• **PROMPT**
As the answer, give a copy of each line below that includes the word "Keep".

• **MATERIAL PROVIDED**
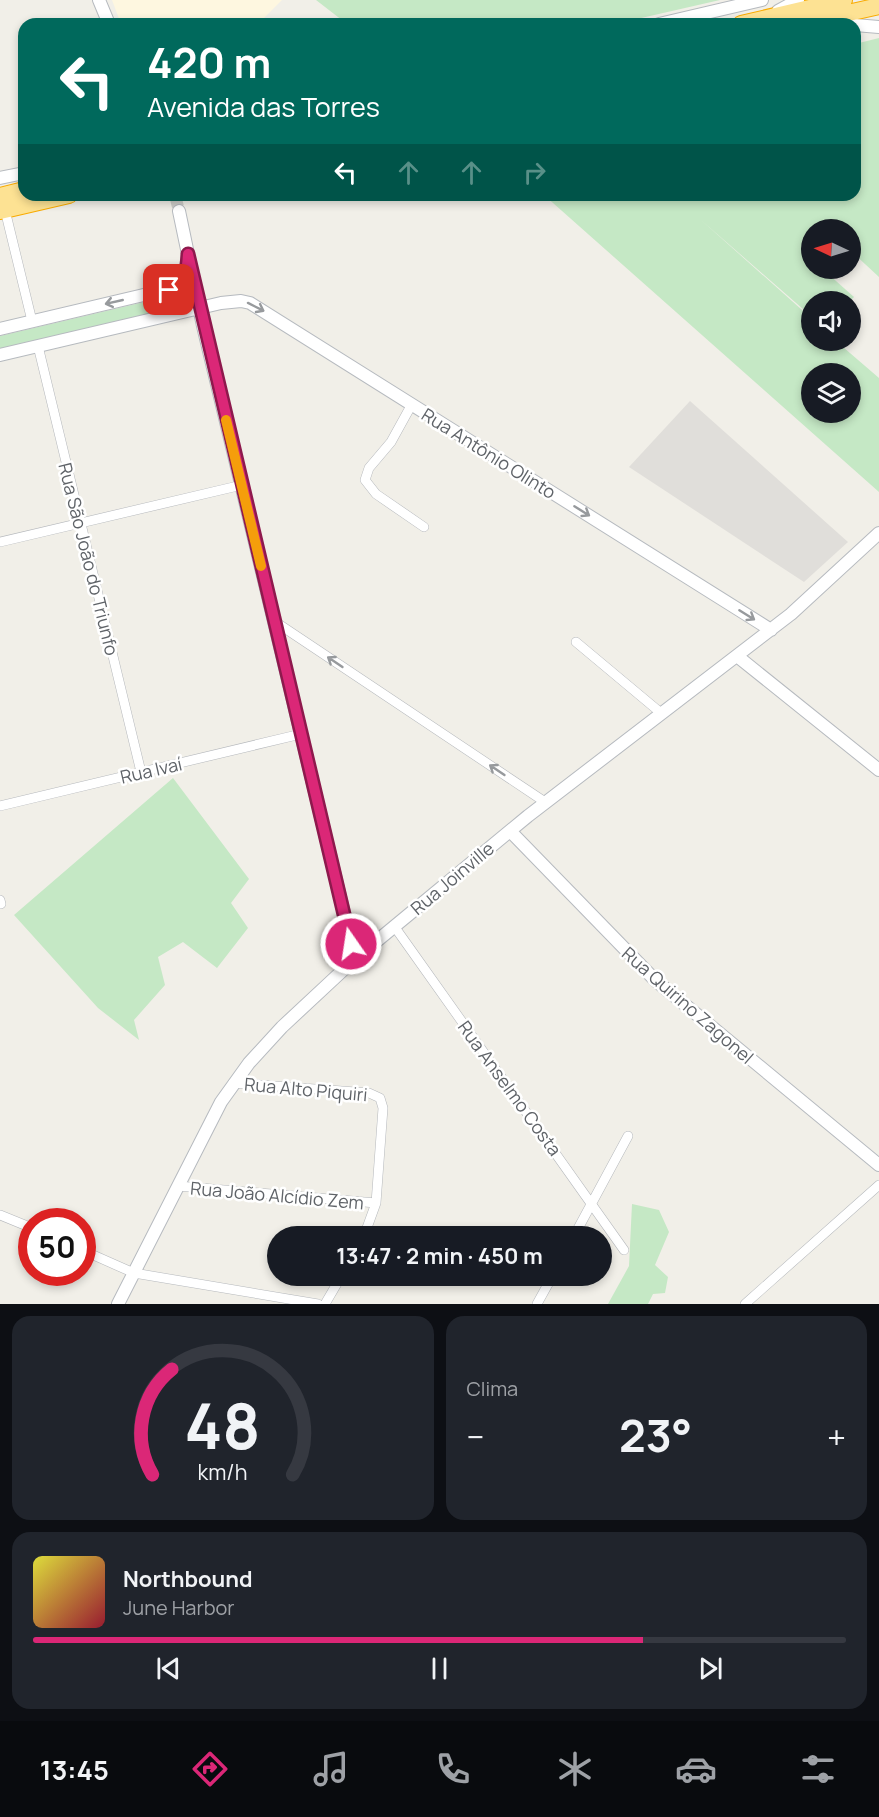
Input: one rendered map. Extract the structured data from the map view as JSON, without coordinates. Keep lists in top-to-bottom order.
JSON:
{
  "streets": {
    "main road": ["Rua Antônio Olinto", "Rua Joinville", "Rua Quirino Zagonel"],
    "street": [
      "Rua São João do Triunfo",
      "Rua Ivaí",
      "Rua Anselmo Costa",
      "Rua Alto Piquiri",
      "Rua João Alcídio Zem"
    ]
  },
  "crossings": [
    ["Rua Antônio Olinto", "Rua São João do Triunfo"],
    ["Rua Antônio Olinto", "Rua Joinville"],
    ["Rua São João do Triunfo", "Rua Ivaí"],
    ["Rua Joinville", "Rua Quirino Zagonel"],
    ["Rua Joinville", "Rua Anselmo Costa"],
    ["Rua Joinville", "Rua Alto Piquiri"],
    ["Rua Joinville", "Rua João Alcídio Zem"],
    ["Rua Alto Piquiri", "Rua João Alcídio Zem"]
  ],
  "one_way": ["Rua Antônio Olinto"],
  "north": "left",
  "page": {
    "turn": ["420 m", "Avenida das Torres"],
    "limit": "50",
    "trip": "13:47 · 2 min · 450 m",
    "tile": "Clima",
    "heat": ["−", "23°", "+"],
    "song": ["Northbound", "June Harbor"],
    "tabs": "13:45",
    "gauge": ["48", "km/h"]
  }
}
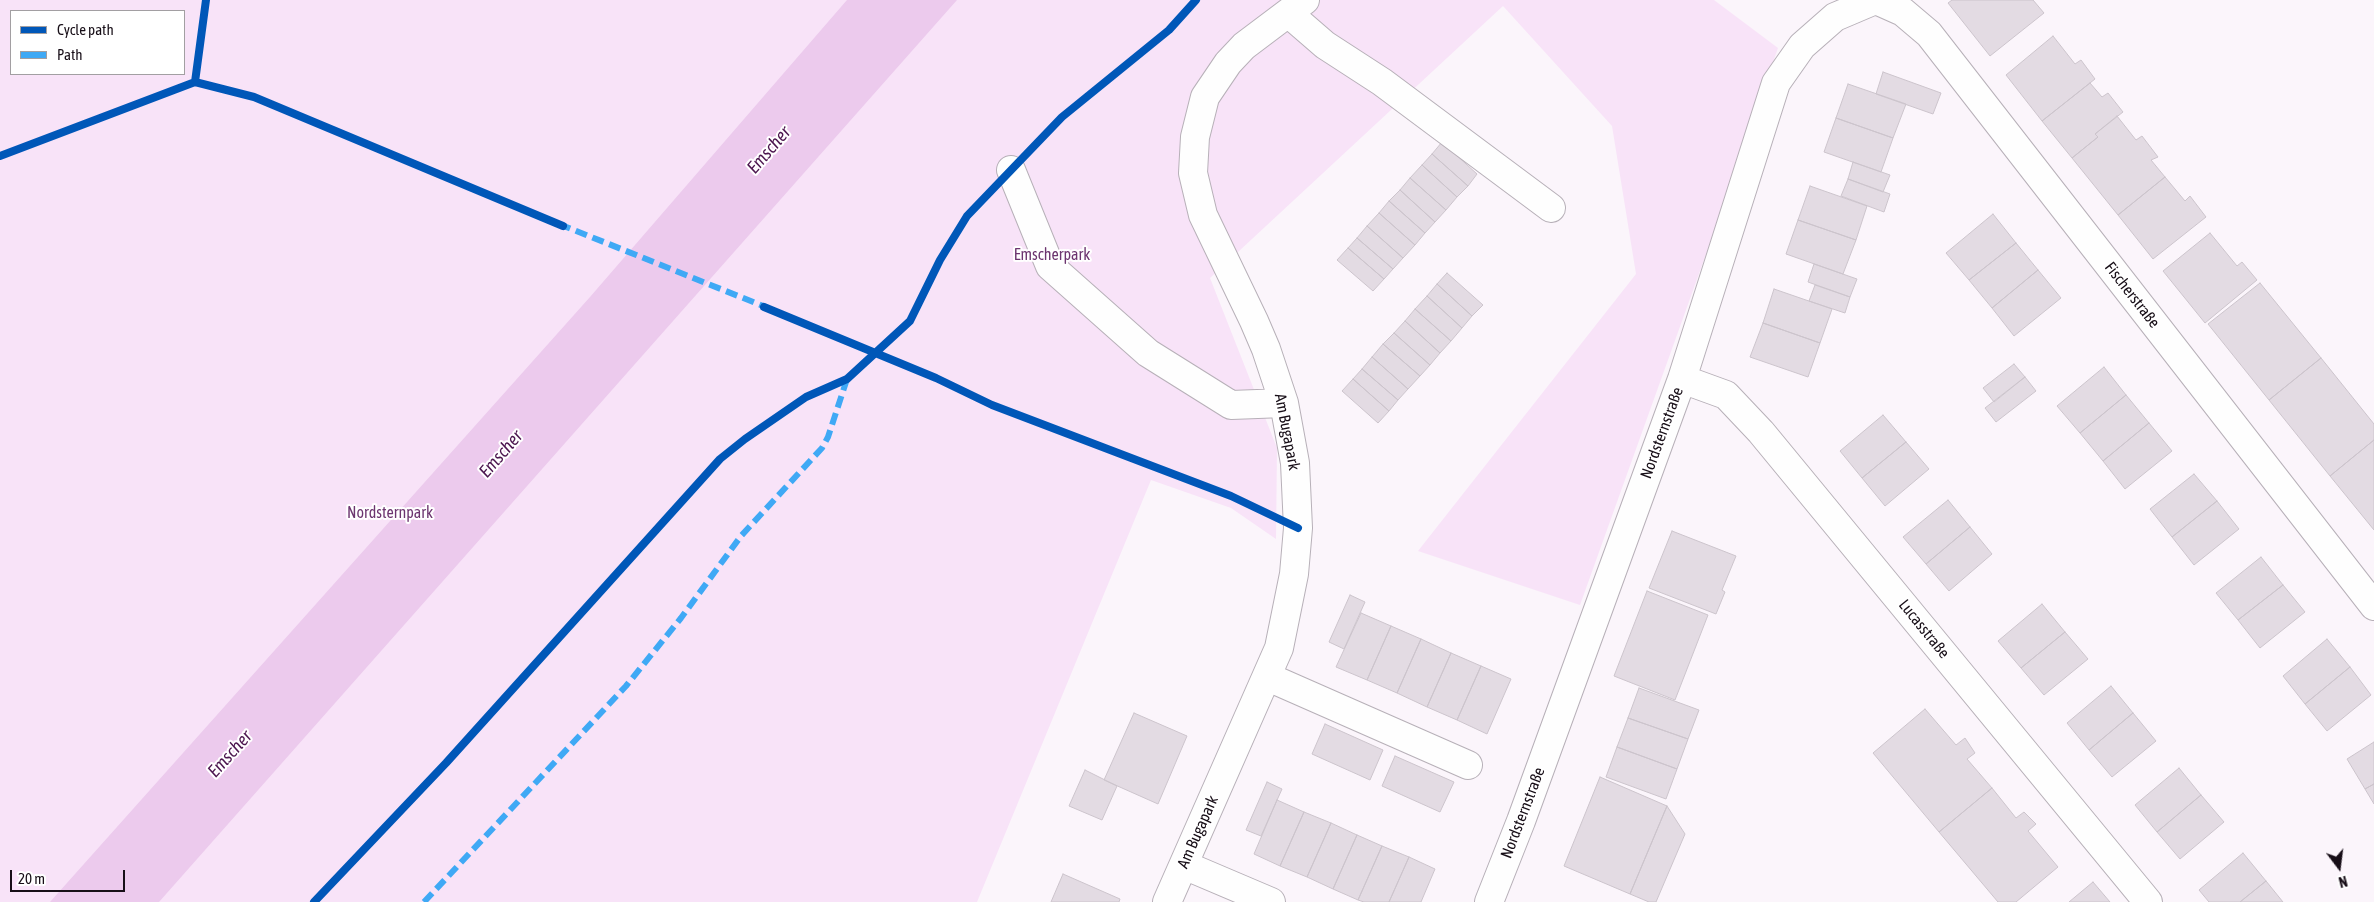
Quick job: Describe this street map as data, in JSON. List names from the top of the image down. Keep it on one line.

• **REPLY**
Input: one rendered map. Extract the structured data from the map view as JSON, without coordinates. Keep lists in top-to-bottom order.
Quick job: Describe this street map as data, in JSON. List names from the top of the image down. Keep it on one line.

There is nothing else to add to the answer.